Steve Dent says the ASUS ProArt Studiobook is clearly intended to woo artists and creatives with its fast performance, gorgeous 16-inch 4K OLED screen and the “ASUS dial” for video and photo editing. The screen is factory-calibrated to Pantone and Calman color accuracy, and has a 1,000,000:1 contrast ratio with inky blacks that make it good for content creation and streaming entertainment. It also features an “IceCool Pro” thermal solution to boost airflow while keeping noise levels minimal. Steve found this to hold true during testing, except for very GPU/CPU intensive tasks, which did bump up the noise levels.

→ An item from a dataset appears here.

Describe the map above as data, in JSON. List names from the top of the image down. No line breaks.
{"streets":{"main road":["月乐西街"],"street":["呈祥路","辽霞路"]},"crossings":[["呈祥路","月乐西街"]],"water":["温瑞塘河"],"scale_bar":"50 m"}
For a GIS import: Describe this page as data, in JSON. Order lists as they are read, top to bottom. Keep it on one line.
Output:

He was also particularly impressed with the dial, which he says feels nice with a textured grip and smooth rotation. The location is convenient and the dial can be used to adjust volume or display brightness as well as to access menu options from four Adobe apps. Steve was also pleased with the number of ports on the machine, including a USB-C with DisplayPort support and an SD Express card slot. In testing, the laptop performed well during both gaming and editing tasks, thanks in part to a RTX 3070 GPU and AMD Ryzen 9 CPU. On top of that, Steve found it had a solid battery life, too, which lead him to declare the Studiobook 16 the best Windows 10 laptop for content creation.
Bose makes minor but appreciated updates with the QuietComfort 45 headphones
Billy Steele isn’t disappointed that Bose didn’t update the design of the QuietComfort 45 headphones. In fact, he was pleased that the company kept so much of what made the previous model popular, from the light weight to the physical buttons and cushiony pads. He reports that the new headphones keep the sound quality that Bose is known for, with crisp highs, robust mids and deep bass. The QC45 sounded good across multiple genres and the updated noise cancelling removed more background sounds than the last model.

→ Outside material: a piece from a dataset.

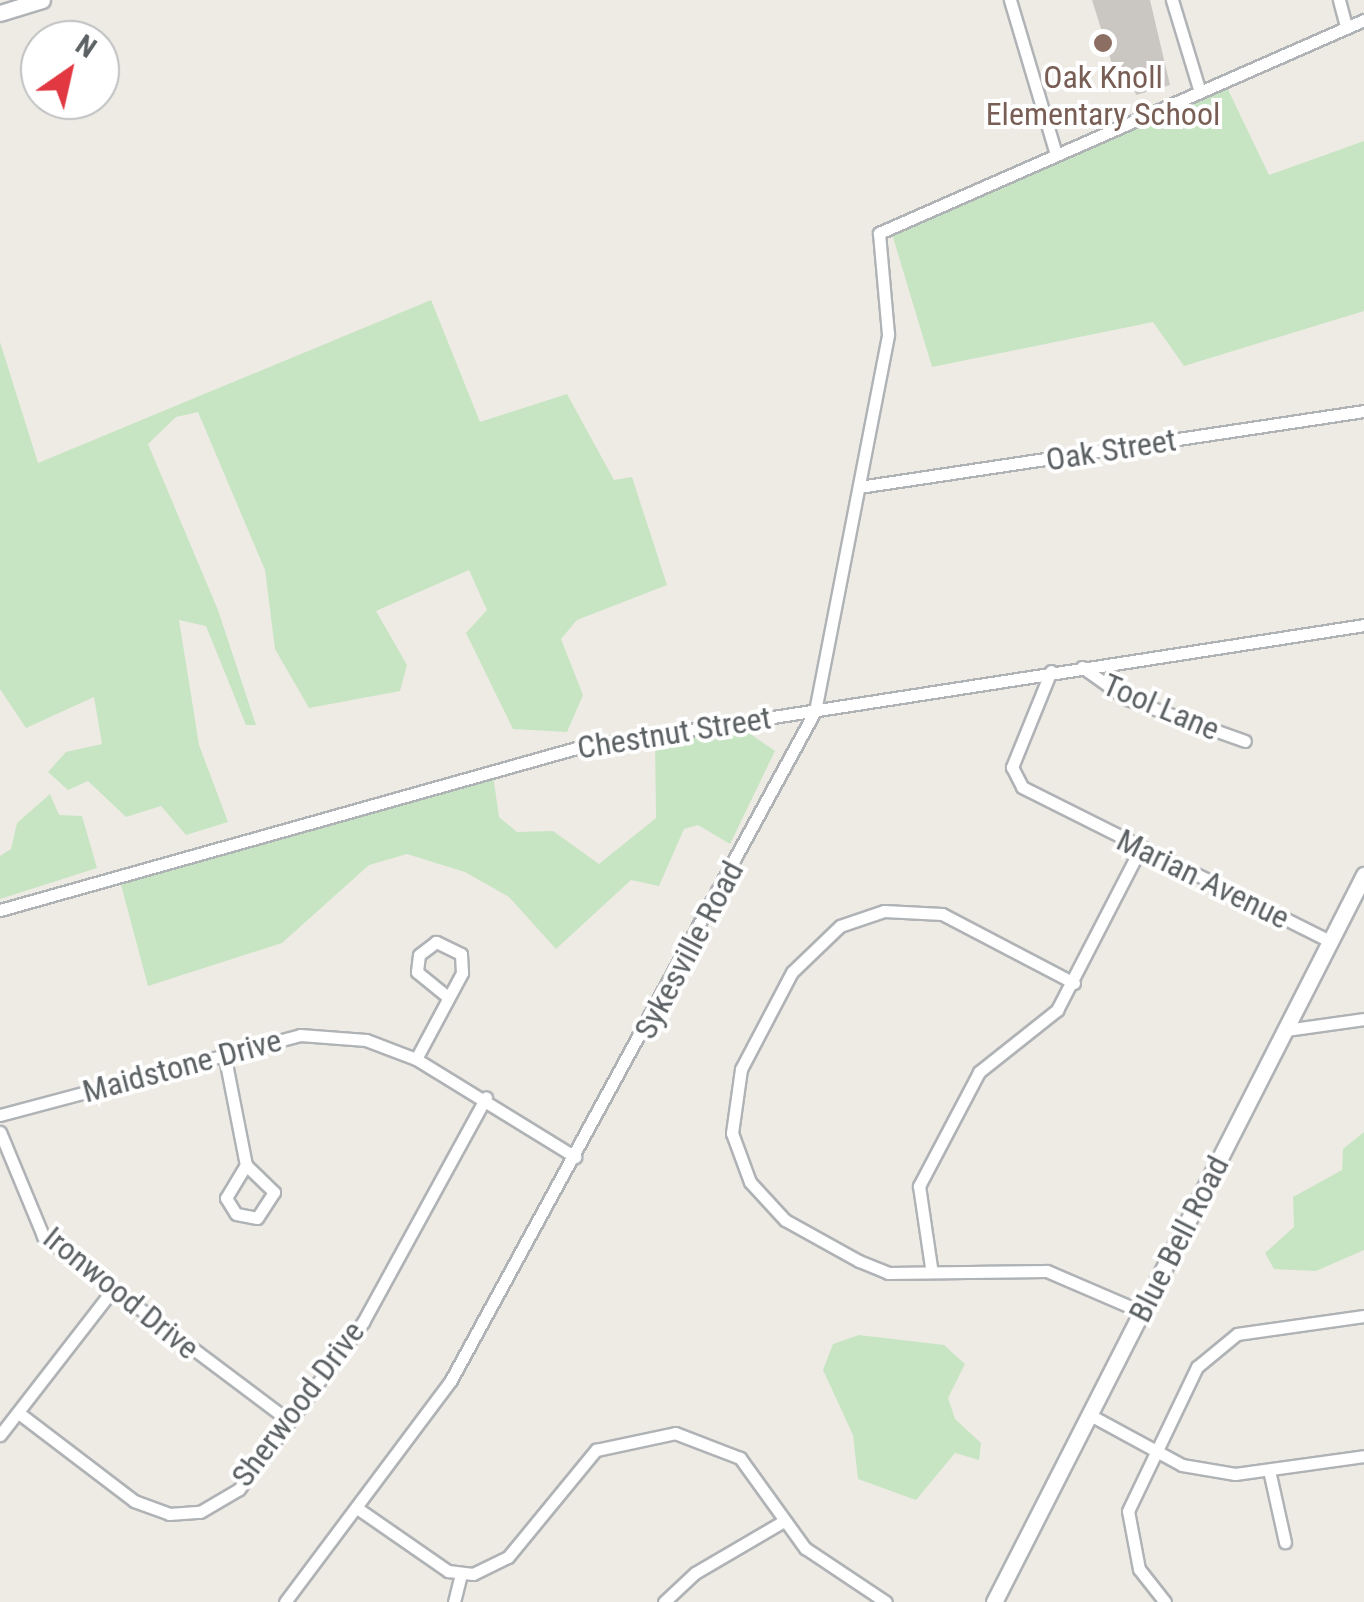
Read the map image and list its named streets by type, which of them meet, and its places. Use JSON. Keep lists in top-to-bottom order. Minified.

New to the QC45 is an ambient sound or aware mode, which allows you to hear what’s happening around you. Billy said it’s serviceable but not the best he’s experienced. While testing, he managed to get 22.5 hours worth of playback before he needed to recharge the headphones. However, he did find the multi-device connectivity a bit frustrating as it required him to reconnect after ending a call. Overall, he still feels that the newest QuietComfort cans offer a lot for folks who travel frequently and need a comfortable set of headphones with exceptional noise cancelling capabilities.
Cricut’s Explore 3 cutting machine is for devoted crafters
Terrence O’Brien admits he’s not the core audience for a Circuit craft machine. Designed to cut hundreds of different types of materials, the Circuit line can make vinyl transfers for shirts, 3D cardboard masks, stickers, decals, iron-ons and more. However, his beginner crafting level didn’t stop him from thoroughly enjoying the Cricut Explore 3, which he said felt like magic to use. In testing, he created a Spiderman emblem for a Halloween costume, several laptop stickers and (most of) a 3D cardboard fox.

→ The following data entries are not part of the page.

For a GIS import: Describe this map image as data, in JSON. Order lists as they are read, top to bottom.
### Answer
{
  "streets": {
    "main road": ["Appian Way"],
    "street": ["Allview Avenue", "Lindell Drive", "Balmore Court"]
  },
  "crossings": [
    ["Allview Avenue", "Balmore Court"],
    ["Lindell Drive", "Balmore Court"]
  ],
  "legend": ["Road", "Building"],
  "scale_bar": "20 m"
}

Terrence said he found the companion app easy to use: it also offers access to over 1,000 free images and 250 projects. Even more are available via the $10 a month Cricut Access membership and you can upload your own designs. He appreciated the detailed instructions for the predesigned projects, but points out that projects often required a lot of additional add-ons like a scoring stylus or foil transfer tool. Overall, Terrence says whether or not the $300 Explore 3 (or $400 Maker 3) is worth it to you is going to depend a lot on how often you’ll use it — and what other materials you already have on hand.